April 6, 2018 at 1:53 p.m.
WORD OF FAITH

Unchaining our faith


By REV. ROGER KARBAN- | Comments: 0 | Leave a comment

Unchaining our faith


In a recent America magazine article, Father Francis Sullivan, my seminary ecclesiology professor, explores God’s ability to save people who practice non-Christian religions.

At one point, he responds to those who contend such religions have "objectionable" elements. He reminds his adversaries that the late Karl Rahner "pointed out that even in the Hebrew religion, certain elements needed to be corrected and purified as time went on, and this did not contradict its being the way of salvation for the Hebrew people."

Most of us naively tink that how we understand and express our faith today is how it’s always been understood and expressed. Sunday’s three readings show that isn’t the case, especially when it comes to understanding and expressing God’s actions and presence among us.

Half a hymn

We easily identify with the early Christian hymn which comprises half of the second reading (II Tim 2: 8-13). The unknown author of this late first-century letter uses it to help strengthen his community during the periods of suffering which come to all followers of Jesus.

"If we have died with Him," he writes, "we shall also live with Him; if we persevere, we shall also reign with Him. But if we deny Him, he will deny us. If we are unfaithful, He remains faithful, for He cannot deny Himself."

This hymn’s author has great confidence in Jesus’ faithfulness to us only because he believes that disciples of Christ actually become "other Christs." We don’t have to go to special places, wait for special times, or depend on special people to experience the risen Jesus. Like all Jesus’ earliest followers, he believes the place, time and person in which we best and first discover Jesus springs from the where, when and who of ourselves. Jesus is faithful to us because He recognizes Himself in us.

God wasn’t always thought to be so universally present. Though Elisha’s cure of Naaman’s leprosy demonstrates that Yahweh can help even non-Jews (I Kgs 5: 14-17), Yahweh’s actions are still limited to a single geographic place. Naaman would never have been cured if he had stayed in Syria.

Listen carefully to the Syrian’s words to Elisha: "Now I know that there is no God in all the earth, except in Israel." The God who turned the pagan officer’s diseased skin into "the flesh of a little child" performs such marvels only in Israel. That’s why Naaman eventually requests "two mule-loads of earth."

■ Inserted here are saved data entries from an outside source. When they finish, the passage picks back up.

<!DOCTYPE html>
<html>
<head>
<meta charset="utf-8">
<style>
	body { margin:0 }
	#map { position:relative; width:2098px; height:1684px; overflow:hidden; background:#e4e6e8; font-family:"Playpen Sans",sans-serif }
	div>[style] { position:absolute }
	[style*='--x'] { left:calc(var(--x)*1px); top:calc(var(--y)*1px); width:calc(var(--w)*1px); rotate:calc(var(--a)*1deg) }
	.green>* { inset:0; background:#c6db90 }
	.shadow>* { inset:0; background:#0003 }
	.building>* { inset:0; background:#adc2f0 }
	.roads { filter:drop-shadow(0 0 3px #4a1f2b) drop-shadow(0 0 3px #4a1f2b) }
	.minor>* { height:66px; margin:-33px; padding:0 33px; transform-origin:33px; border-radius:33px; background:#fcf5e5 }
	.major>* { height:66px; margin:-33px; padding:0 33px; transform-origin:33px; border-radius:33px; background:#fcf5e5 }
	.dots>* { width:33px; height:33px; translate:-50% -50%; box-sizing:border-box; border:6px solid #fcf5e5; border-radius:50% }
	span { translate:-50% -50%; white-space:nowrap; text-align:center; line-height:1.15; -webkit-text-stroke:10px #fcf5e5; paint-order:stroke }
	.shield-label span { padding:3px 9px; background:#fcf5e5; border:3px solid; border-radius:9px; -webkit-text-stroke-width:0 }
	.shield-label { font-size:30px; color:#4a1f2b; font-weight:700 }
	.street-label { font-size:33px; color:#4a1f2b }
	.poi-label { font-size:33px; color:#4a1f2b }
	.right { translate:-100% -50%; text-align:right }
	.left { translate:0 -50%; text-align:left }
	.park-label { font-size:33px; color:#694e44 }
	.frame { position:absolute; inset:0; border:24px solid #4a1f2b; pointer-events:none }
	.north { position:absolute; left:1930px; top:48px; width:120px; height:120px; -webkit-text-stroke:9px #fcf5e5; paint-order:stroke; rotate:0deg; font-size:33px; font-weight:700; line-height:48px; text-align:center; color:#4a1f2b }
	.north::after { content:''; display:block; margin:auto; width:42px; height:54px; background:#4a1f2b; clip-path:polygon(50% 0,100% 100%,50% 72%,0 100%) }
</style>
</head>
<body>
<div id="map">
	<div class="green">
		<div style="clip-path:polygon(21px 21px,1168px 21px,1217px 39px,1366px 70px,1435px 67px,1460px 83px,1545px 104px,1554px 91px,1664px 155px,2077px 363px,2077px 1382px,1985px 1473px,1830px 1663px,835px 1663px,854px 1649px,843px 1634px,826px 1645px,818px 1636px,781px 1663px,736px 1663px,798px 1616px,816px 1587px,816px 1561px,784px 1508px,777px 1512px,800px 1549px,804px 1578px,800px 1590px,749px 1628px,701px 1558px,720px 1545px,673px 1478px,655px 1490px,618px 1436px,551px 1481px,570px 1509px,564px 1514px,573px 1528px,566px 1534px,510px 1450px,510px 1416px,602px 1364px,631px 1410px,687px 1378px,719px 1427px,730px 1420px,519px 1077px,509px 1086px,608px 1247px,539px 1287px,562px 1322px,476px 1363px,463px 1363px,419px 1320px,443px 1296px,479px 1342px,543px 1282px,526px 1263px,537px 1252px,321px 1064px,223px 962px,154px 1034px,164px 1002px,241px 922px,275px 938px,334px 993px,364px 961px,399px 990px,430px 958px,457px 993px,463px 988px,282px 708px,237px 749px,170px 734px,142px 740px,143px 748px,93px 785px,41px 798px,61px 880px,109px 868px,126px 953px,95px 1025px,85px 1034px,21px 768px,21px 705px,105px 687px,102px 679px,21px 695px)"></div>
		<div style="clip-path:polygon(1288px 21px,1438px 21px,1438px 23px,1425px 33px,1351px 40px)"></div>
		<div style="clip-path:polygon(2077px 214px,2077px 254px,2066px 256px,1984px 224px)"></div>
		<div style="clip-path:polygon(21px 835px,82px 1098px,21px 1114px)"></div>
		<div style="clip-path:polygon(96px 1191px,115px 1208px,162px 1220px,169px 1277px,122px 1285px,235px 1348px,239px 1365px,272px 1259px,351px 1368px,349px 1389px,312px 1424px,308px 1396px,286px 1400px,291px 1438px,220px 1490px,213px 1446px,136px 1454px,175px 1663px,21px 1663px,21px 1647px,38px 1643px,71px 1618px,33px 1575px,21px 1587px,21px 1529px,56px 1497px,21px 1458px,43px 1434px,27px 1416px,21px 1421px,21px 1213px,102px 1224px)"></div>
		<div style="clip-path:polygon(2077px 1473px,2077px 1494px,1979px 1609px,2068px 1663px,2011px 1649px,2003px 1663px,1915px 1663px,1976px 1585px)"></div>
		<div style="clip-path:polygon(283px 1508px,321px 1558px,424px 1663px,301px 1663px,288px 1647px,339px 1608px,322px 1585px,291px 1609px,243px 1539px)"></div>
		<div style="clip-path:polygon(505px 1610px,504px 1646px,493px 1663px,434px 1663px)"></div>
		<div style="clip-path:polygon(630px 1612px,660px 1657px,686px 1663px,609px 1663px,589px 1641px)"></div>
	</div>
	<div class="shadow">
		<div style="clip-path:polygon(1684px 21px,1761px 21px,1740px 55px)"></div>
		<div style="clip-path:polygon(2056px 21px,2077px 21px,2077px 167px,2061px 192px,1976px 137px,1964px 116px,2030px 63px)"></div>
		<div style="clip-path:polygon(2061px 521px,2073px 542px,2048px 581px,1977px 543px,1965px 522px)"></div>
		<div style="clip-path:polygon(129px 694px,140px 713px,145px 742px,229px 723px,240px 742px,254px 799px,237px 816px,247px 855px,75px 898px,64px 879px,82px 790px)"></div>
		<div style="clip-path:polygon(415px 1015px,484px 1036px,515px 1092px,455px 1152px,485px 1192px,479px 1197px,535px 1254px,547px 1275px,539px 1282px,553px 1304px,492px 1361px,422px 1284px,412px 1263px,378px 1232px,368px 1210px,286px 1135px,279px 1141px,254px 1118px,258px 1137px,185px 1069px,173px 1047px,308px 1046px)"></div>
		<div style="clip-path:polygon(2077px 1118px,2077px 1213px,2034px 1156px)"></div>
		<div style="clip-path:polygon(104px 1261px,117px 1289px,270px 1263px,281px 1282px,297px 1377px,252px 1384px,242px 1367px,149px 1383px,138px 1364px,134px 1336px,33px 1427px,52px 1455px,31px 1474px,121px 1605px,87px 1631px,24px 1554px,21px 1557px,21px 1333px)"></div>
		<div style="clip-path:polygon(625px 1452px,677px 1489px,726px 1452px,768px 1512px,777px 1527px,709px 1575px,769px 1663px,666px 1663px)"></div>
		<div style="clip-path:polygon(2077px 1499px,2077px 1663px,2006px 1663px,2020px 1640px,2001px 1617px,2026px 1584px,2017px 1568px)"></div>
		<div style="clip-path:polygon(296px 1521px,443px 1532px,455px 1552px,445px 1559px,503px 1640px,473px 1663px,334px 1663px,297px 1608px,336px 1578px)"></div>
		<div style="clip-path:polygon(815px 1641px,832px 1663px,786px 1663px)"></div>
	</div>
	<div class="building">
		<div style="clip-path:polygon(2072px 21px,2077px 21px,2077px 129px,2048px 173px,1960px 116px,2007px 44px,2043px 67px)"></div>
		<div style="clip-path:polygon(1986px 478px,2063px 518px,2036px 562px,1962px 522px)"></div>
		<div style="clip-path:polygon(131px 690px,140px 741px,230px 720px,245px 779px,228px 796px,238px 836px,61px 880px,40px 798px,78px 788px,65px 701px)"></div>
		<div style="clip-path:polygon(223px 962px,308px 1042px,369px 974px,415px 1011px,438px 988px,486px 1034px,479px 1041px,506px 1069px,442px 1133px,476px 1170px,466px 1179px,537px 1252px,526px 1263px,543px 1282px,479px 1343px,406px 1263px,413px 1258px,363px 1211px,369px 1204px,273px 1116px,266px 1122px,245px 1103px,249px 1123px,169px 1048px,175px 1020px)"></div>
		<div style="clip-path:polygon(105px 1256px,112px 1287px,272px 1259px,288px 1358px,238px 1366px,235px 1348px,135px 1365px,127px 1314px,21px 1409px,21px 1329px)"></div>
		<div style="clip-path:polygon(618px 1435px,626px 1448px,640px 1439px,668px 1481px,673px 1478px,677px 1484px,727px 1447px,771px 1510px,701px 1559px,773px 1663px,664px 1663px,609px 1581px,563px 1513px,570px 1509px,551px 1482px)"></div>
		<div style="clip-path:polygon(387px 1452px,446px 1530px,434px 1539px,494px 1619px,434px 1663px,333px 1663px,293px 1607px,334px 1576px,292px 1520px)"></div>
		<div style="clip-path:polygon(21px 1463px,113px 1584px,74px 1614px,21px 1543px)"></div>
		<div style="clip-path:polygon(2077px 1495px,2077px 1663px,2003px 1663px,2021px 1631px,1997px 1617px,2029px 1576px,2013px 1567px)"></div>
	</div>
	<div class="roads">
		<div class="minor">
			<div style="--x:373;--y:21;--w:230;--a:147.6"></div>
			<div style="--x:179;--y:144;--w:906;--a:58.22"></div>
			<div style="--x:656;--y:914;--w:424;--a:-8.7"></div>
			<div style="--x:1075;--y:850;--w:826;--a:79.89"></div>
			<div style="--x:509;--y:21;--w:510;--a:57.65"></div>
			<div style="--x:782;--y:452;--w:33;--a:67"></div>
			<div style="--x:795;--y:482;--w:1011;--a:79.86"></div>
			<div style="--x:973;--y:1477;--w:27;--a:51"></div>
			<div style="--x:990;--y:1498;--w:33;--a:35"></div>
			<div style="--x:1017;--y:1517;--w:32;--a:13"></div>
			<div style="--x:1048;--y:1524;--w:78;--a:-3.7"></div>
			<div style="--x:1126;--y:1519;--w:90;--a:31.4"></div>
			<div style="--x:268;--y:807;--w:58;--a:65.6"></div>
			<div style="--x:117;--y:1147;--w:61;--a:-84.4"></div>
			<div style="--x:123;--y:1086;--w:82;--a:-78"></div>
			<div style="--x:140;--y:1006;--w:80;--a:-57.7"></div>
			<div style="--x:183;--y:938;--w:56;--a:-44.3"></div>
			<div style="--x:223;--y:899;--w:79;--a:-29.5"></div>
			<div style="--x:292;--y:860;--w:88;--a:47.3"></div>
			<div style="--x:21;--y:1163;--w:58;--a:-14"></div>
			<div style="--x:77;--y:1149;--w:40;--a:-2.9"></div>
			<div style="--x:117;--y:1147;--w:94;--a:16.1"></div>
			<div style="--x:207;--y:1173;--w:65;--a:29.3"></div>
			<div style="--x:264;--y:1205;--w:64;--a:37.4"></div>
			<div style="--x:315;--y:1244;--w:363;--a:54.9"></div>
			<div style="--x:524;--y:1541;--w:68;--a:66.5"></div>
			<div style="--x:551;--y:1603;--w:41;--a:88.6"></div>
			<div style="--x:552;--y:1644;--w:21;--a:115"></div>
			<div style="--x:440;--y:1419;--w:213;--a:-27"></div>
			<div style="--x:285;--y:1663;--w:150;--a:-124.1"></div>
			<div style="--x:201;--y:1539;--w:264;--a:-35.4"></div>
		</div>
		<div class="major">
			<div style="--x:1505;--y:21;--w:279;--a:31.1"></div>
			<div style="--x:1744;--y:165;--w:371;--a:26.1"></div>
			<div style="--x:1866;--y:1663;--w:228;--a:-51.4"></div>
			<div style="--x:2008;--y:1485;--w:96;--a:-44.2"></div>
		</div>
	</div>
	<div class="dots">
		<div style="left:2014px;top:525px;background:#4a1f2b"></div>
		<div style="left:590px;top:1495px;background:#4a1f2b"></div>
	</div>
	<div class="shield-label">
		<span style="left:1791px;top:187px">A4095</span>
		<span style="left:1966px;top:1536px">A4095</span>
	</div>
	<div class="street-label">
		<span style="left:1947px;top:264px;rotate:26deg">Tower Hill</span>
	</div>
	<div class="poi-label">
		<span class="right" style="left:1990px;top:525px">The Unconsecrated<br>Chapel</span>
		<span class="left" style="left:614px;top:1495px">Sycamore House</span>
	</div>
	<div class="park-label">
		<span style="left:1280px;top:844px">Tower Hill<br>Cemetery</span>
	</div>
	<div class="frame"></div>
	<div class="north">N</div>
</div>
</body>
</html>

Now converted to the God of Israel, he must take some Israelite dirt back with him to Damascus or else he can’t worship Yahweh. Scattering Jewish soil around his property, Naaman will create a mini-, extra-territorial Israel. He’s confident Yahweh will accept his "holocaust and sacrifice" because he plans to offer them on the country’s soil in which Yahweh works.

Open to all

No doubt that reading is part of the liturgy because it parallels Jesus’ Gospel cure of the Samaritan leper (Lk 17: 11-19). Yet, recognizing the evolution of faith which took place during the 600-year period between the two readings, we can also recognize how our biblical authors constantly try to break through the limits which humans impose on God.

Just as the author of II Kings takes a significant step by showing God is just as concerned for Gentiles in Israel as Jews in Israel, so Luke shows that faith in Jesus, and the salvation it brings, isn’t restricted to those who profess mainstream Judaism. Even a heretical Samaritan can receive and be grateful for it.

Perhaps the most important line in three readings is the remark in II Timothy: "The word of God is not chained." Though we intellectually agree with the statement, practically we chain God’s word every day. Today of all days, we should reflect on what it really means to have an "un-restricted" God working in our lives.

Our ancestors in the faith evolved in their understanding of that truth. Are we absolved from continuing that evolution?